Experiment on Injection of SIC and BN Nanoparticles into Liquid Aluminum Using MHD Stirring with Subsequent Crystallization of the Melt

Abstract

Abstract The paper describes the technique and results of experiments on the introduction of SiC and BN nanoparticles into an aluminum melt contained in a cylindrical crucible with a water-cooled bottom and heated walls. The crucible was placed in an MHD stirrer, which generated a travelling and rotating magnetic fields ensuring in such a way bidirectional stirring of the liquid metal in the crucible. After introducing the reinforcing particles, aluminum was stirred and directionally crystallized. Reinforcing particles were introduced into molten aluminum as a component of pressed pellets. Pellets with diameter of 20 mm and thickness of 15 mm were made from a mixture of aluminum powder (100-156 µm) and reinforcing nanoparticles (100-200 nm) by pressing in a special pellet die. The concentration of reinforcing particles in the pellets was selected using preliminary experiments and was 5% of their total weight. In some experiments, the aluminum was reinforced with SiC nanoparticles introduced into the melt in the amount of 0.59%, 1.04%, 1.77%, while in other experiments the concentration of hexagonal BN nanoparticles introduced into aluminum was 7%, 1%, 1.8% of the ingot weight. As the experiment showed, the reinforcing particles formulated into tablets can be introduced into aluminum by means of MHD stirring.

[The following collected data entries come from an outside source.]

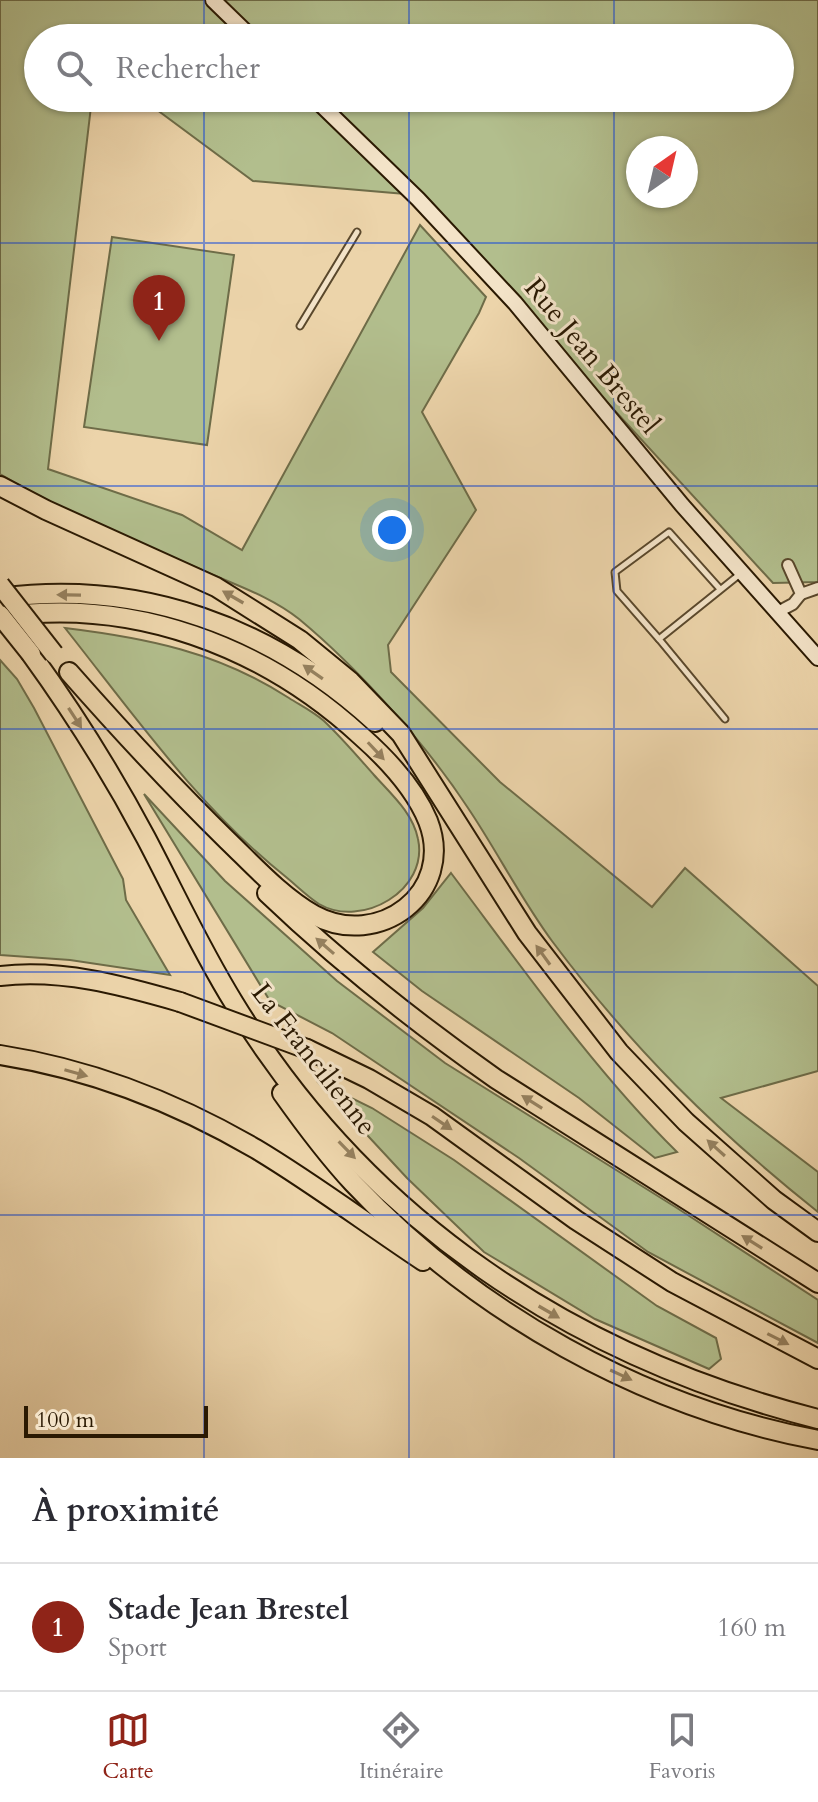 <!DOCTYPE html>
<html lang="fr">
<meta charset="utf-8">
<style>
:root{--surface:#fff;--page:#f7f7f7;--text:#2b2b33;--muted:#7c7c81;--line:#e1e1e2;--accent:#8f2418}
body{margin:0;font-family:Cardo,serif;background:var(--page);color:var(--text)}
.compass{position:absolute;left:626px;top:136px;width:72px;height:72px;border-radius:50%;background:var(--surface);box-shadow:0 2px 6px #0004;rotate:34deg}
.scale{position:absolute;left:24px;bottom:20px;width:184px;box-sizing:border-box;padding-left:8px;border:4px solid #2a1902;border-top:0;font-size:22px;line-height:28px;white-space:nowrap;color:#2a1902;-webkit-text-stroke:6px #f3e3c8;paint-order:stroke}
.you{position:absolute;left:392px;top:530px;width:28px;height:28px;margin:-20px;border:6px solid #fff;border-radius:50%;background:#1a73e8;box-shadow:0 0 0 12px #1a73e833}
.badge{display:grid;place-items:center;width:52px;height:52px;border-radius:50%;background:var(--accent);color:#fff;font-size:26px;font-weight:700}
.pin{position:absolute;translate:-50% -66px;filter:drop-shadow(0 2px 4px #0008)}
.pin::after{content:'';position:absolute;top:42px;width:28px;height:24px;background:inherit;clip-path:polygon(0 0,100% 0,50% 100%)}
.list{margin:0;padding:0;list-style:none}
h2{display:flex;justify-content:space-between;align-items:center;height:104px;margin:0;padding:0 32px;font-size:34px}
h2 small{font-size:26px;font-weight:400;color:var(--muted)}
.list li{display:grid;grid-template-columns:52px 1fr auto;gap:24px;align-items:center;box-sizing:border-box;height:128px;padding:0 32px;border-top:2px solid var(--line)}
.list b{display:block;font-size:30px;white-space:nowrap}
.list p{margin:0;font-size:26px;white-space:nowrap;color:var(--muted)}
.list em{font-size:26px;font-style:normal;color:var(--muted)}
.icon{flex:none;width:44px;height:44px;fill:none;stroke:currentColor;stroke-width:2;stroke-linecap:round;stroke-linejoin:round}
.map{position:relative;flex:none;width:818px;height:1458px;overflow:hidden}
.search{position:absolute;background:var(--surface);box-shadow:0 2px 6px #0004;left:24px;right:24px;top:24px;height:88px;display:flex;align-items:center;gap:20px;box-sizing:border-box;padding:0 28px;border-radius:44px;color:var(--muted);font-size:30px}
.sheet{height:232px;background:var(--surface)}
nav{display:flex;justify-content:space-around;align-items:center;box-sizing:border-box;height:112px;border-top:2px solid var(--line);background:var(--surface);font-size:22px;color:var(--muted)}
nav a{display:grid;justify-items:center;gap:4px}
nav .on{color:var(--accent)}
.map>svg:first-child{display:block}
.green{fill:#b2be8d;stroke:#6e6c48;stroke-width:2;fill-rule:evenodd}
.lines{fill:none;stroke-linecap:round;stroke-linejoin:round}
.lane-casing{stroke:#5a482c;stroke-width:9}
.street-casing{stroke:#5a482c;stroke-width:14}
.secondary-casing{stroke:#2a1902;stroke-width:18}
.highway-casing{stroke:#2a1902;stroke-width:22}
.lane{stroke:#f3e3c8;stroke-width:5}
.street{stroke:#f3e3c8;stroke-width:10}
.secondary{stroke:#f3e3c8;stroke-width:14}
.highway{stroke:#ecd4aa;stroke-width:18}
.highway-bridge-casing{stroke:#2a1902;stroke-width:22;stroke-linecap:butt}
.highway-bridge{stroke:#ecd4aa;stroke-width:18}
.oneway{fill:#95805e}
.grid{fill:none;stroke:#1d4ed8;stroke-width:2;stroke-opacity:0.55}
.labels{text-anchor:middle;dominant-baseline:central;stroke-width:6;stroke-linejoin:round;paint-order:stroke}
.street-label{font-size:28px;fill:#2a1902;stroke:#f3e3c8}
</style>
<div class="map">
<svg width="818" height="1458" viewBox="0 0 818 1458">
<rect width="100%" height="100%" fill="#ecd4aa"/>
<filter id="stains"><feTurbulence type="fractalNoise" baseFrequency=".0025" numOctaves="4"/><feColorMatrix values="0 0 0 0 .2 0 0 0 0 .09 0 0 0 0 .02 0 0 0 .5 -.17"/></filter>
<radialGradient id="worn" r=".72"><stop offset=".6" stop-color="#630" stop-opacity="0"/><stop offset="1" stop-color="#630" stop-opacity=".3"/></radialGradient>
<g class="green">
<path d="M 0,0 L 818,0 L 818,582 L 773,583 L 417,195 L 253,181 L 141,98 L 780,98 L 780,38 L 38,38 L 38,98 L 92,98 L 48,469 L 182,515 L 242,550 L 420,225 L 486,297 L 479,313 L 422,412 L 476,510 L 388,645 L 391,672 L 500,782 L 652,907 L 685,868 L 818,986 L 818,1071 L 721,1098 L 818,1172 L 818,1212 C 714,1129 632,1048 552,941 C 521,899 497,851 468,808 C 426,744 358,668 299,619 C 270,596 235,585 202,570 C 135,540 64,512 0,474 ZM 638,148 L 686,148 L 686,196 L 638,196 Z"/>
<polygon points="112,237 234,255 207,445 84,427"/>
<path d="M 65,628 C 147,638 218,652 289,698 C 300,705 314,712 324,721 C 342,738 358,757 374,775 C 391,794 413,813 418,839 C 429,890 362,929 319,904 C 308,897 297,886 286,877 C 199,808 134,715 65,628 Z"/>
<polygon points="0,660 17,679 34,708 123,879 126,900 170,975 70,960 0,955"/>
<polygon points="144,794 225,881 337,981 445,1063 677,1208 818,1300 818,1343 648,1252 519,1158 332,1033 270,1001"/>
<path d="M 451,873 C 521,966 594,1070 677,1152 L 655,1158 L 579,1098 L 422,991 L 373,952 L 423,908 Z"/>
<polygon points="317,1081 372,1108 454,1160 657,1306 716,1338 721,1359 709,1369 595,1319 484,1252 407,1178"/>
</g>
<g class="lines">
<g class="lane-casing">
<g id="lane">
<polyline points="300,326 357,232"/>
<polyline points="720,589 669,532 615,572 617,591 659,639 740,574"/>
<polyline points="659,639 725,719"/>
</g>
</g>
<g class="street-casing">
<g id="street">
<polyline points="801,594 818,588"/>
<polyline points="776,613 793,604 801,594 788,565"/>
</g>
</g>
<g class="secondary-casing">
<g id="secondary">
<polyline points="213,0 252,38"/>
<polyline points="314,98 418,199 515,303 682,505 818,658"/>
</g>
</g>
<g class="highway-casing">
<g id="highway">
<polyline points="0,486 46,510 216,587 300,640 350,681 401,734 527,933 619,1052 686,1122 774,1200 818,1232"/>
<path d="M 0,598 C 141,579 271,627 375,722"/>
<path d="M 0,617 C 133,597 263,646 361,736 C 387,759 415,789 428,821 C 456,893 378,950 314,915 C 281,896 254,866 227,840 C 172,786 120,730 69,672"/>
<path d="M 31,654 C 73,712 112,774 146,838 C 175,893 201,950 234,1003 C 367,1221 573,1357 818,1419"/>
<path d="M 267,893 C 338,961 415,1022 496,1079 L 818,1283"/>
<path d="M 0,976 C 62,969 121,985 180,1002"/>
<polyline points="307,1049 369,1079 432,1116 576,1220 672,1282 818,1359"/>
<path d="M 0,1055 C 90,1069 177,1103 256,1149 C 313,1183 367,1224 423,1261"/>
<path d="M 282,1093 C 304,1124 327,1155 353,1183 C 475,1313 643,1407 818,1440"/>
</g>
</g>
<use href="#lane" class="lane"/>
<use href="#street" class="street"/>
<use href="#secondary" class="secondary"/>
<use href="#highway" class="highway"/>
<g class="highway-bridge-casing">
<g id="highway-bridge">
<polyline points="0,585 54,654"/>
<polyline points="0,615 31,654"/>
<polyline points="180,1002 307,1049"/>
</g>
</g>
<use href="#highway-bridge" class="highway-bridge"/>
</g>
<defs><path id="oneway-solid" d="M-6-.8H1V-3.2L6.5 0L1 3.2V.8H-6Z" transform="scale(2)"/></defs>
<g class="oneway">
<use href="#oneway-solid" transform="translate(69 595) rotate(-179)"/>
<use href="#oneway-solid" transform="translate(233 597) rotate(-150)"/>
<use href="#oneway-solid" transform="translate(313 672) rotate(-145)"/>
<use href="#oneway-solid" transform="translate(75 718) rotate(57)"/>
<use href="#oneway-solid" transform="translate(376 751) rotate(47)"/>
<use href="#oneway-solid" transform="translate(325 946) rotate(-139)"/>
<use href="#oneway-solid" transform="translate(543 955) rotate(-126)"/>
<use href="#oneway-solid" transform="translate(76 1073) rotate(16)"/>
<use href="#oneway-solid" transform="translate(532 1102) rotate(-148)"/>
<use href="#oneway-solid" transform="translate(442 1123) rotate(34)"/>
<use href="#oneway-solid" transform="translate(716 1148) rotate(-138)"/>
<use href="#oneway-solid" transform="translate(347 1150) rotate(46)"/>
<use href="#oneway-solid" transform="translate(752 1242) rotate(-148)"/>
<use href="#oneway-solid" transform="translate(549 1312) rotate(30)"/>
<use href="#oneway-solid" transform="translate(778 1339) rotate(27)"/>
<use href="#oneway-solid" transform="translate(621 1375) rotate(25)"/>
</g>
<path class="grid" d="M 204,0 L 204,38M 409,0 L 409,38M 614,0 L 614,38M 204,98 L 204,1458M 409,98 L 409,1458M 614,98 L 614,1458M 0,243 L 818,243M 0,486 L 818,486M 0,729 L 818,729M 0,972 L 818,972M 0,1215 L 818,1215"/>
<g class="labels">
<g class="street-label">
<text transform="translate(592 356) rotate(50)">Rue Jean Brestel</text>
<text transform="translate(314 1059) rotate(52)">La Francilienne</text>
</g>
</g>
<rect width="100%" height="100%" filter="url(#stains)"/>
<rect width="100%" height="100%" fill="url(#worn)"/>
</svg>
<svg class="compass" viewBox="-18 -18 36 36"><path d="M0-13l5 13h-10z" fill="#e53935"/><path d="M0 13l5-13h-10z" fill="#7c7c81"/></svg>
<div class="scale">100 m</div>
<div class="you"></div>
<div class="pin badge" style="left:159px;top:341px">1</div>
<div class="search"><svg class="icon" aria-label="search" viewBox="0 0 24 24"><circle cx="10" cy="10" r="6"/><path d="M15 15l6 6"/></svg>Rechercher</div>
</div>
<section class="sheet">
<h2>À proximité<small></small></h2>
<ul class="list">
<li><span class="badge">1</span><div><b>Stade Jean Brestel</b><p>Sport</p></div><em>160 m</em></li>
</ul>
</section>
<nav>
<a class="on"><svg class="icon" aria-label="map" viewBox="0 0 24 24"><path d="M3 6l6-2 6 2 6-2v14l-6 2-6-2-6 2zM9 4v14M15 6v14"/></svg>Carte</a>
<a><svg class="icon" aria-label="directions" viewBox="0 0 24 24"><path d="M12 3l9 9-9 9-9-9zM9 14v-3h6M13 9l2 2-2 2"/></svg>Itinéraire</a>
<a><svg class="icon" aria-label="saved" viewBox="0 0 24 24"><path d="M7 4h10v16l-5-4-5 4z"/></svg>Favoris</a>
</nav>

The dependence of the ultimate strength and electrical resistance of aluminum on the concentration of the reinforcing nanoparticles introduced into it has been obtained experimentally. It has been found that with an increase in the concentration of nanoparticles in aluminum, its ultimate strength and specific electrical resistance increase. The dependences of the ultimate strength and electrical resistance of aluminum on the concentration of SiC and BN nanoparticles are very similar and close to linear (in the investigated range of concentrations of introduced particles. With an increase in the concentration of introduced nanoparticles the mechanical strength of the resulting material grows faster than the electrical resistivity. In the experiments, the ultimate strength of the samples increased by 22%, while the electrical resistance increased by 5-6%. This opens up new possibilities for industrial applications of such materials, for example, in manufacture of self-supporting wires in power lines.